When each one of these snapshots is a full disk snapshot, their combined daily costs can be significant:

Daily costs of the snapshots created by the backup strategies when using full disk snapshots

We are burning ~174$ per day, more than 5,200$ per month!

Lets enable incremental snapshots

Velero allows you to use incremental snapshots in Azure when backing up the Azure disks associated with Kubernetes volumes. All you need is to enable the incremental flag within your Velero’s VolumeSnapshotLocation.

apiVersion: velero.io/v1
kind: VolumeSnapshotLocation
metadata:
name: default
namespace: velero
spec:
provider: velero.io/azure
config:
resourceGroup: my-resource-group
# Enable incremenal snapshots!
incremental: "true"

Note by default full snapshots are taken unless incremental is explicitly enabled.

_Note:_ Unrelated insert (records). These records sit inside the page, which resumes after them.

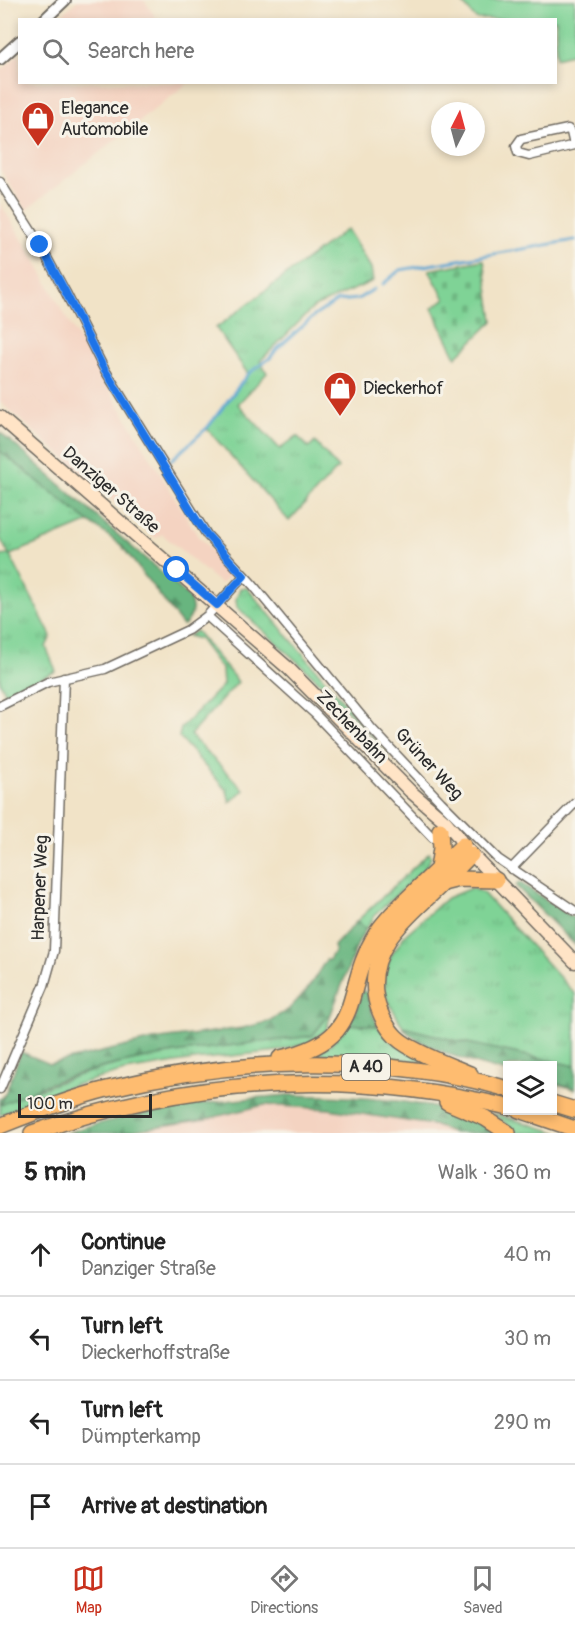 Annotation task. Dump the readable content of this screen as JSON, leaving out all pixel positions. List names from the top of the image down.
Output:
{
  "streets": {
    "highway": ["A 40"],
    "main road": ["Danziger Straße", "Zechenbahn"],
    "street": ["Grüner Weg", "Harpener Weg"]
  },
  "crossings": [
    ["Danziger Straße", "Zechenbahn"]
  ],
  "places": {
    "shop": ["Elegance Automobile", "Dieckerhof"]
  },
  "scale_bar": "100 m",
  "north": "top",
  "page": {
    "search": "Search here",
    "scale": "100 m",
    "heading": ["5 min", "Walk · 360 m"],
    "list": [
      ["Continue", "Danziger Straße", "40 m"],
      ["Turn left", "Dieckerhoffstraße", "30 m"],
      ["Turn left", "Dümpterkamp", "290 m"],
      "Arrive at destination"
    ],
    "nav": ["Map", "Directions", "Saved"]
  }
}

The effects on the costs are significant, given you will pay just for the amount of data that changed since the last snapshot. This was the effect of enabling incremental backups on the same environment we saw the costs above:

Cost savings after enabling incremental snapshots

From a peak of ~174$ per day, costs plummeted to ~20$ per day. That’s 88.5% savings compared to the cost of the full snapshots!

As mentioned before, the savings depend on the rate of change of your data, ie how much data changes between each snapshot. But unless most of your data is constantly changing, you should see significant savings.
Of course, the total amount of these savings depends on the number of volumes and their size. Ie, if you have 2 volumes of 4Gb each, the cost of 32 full snapshots per volume is roughly 11$ per day and you might save 5-10$ per day.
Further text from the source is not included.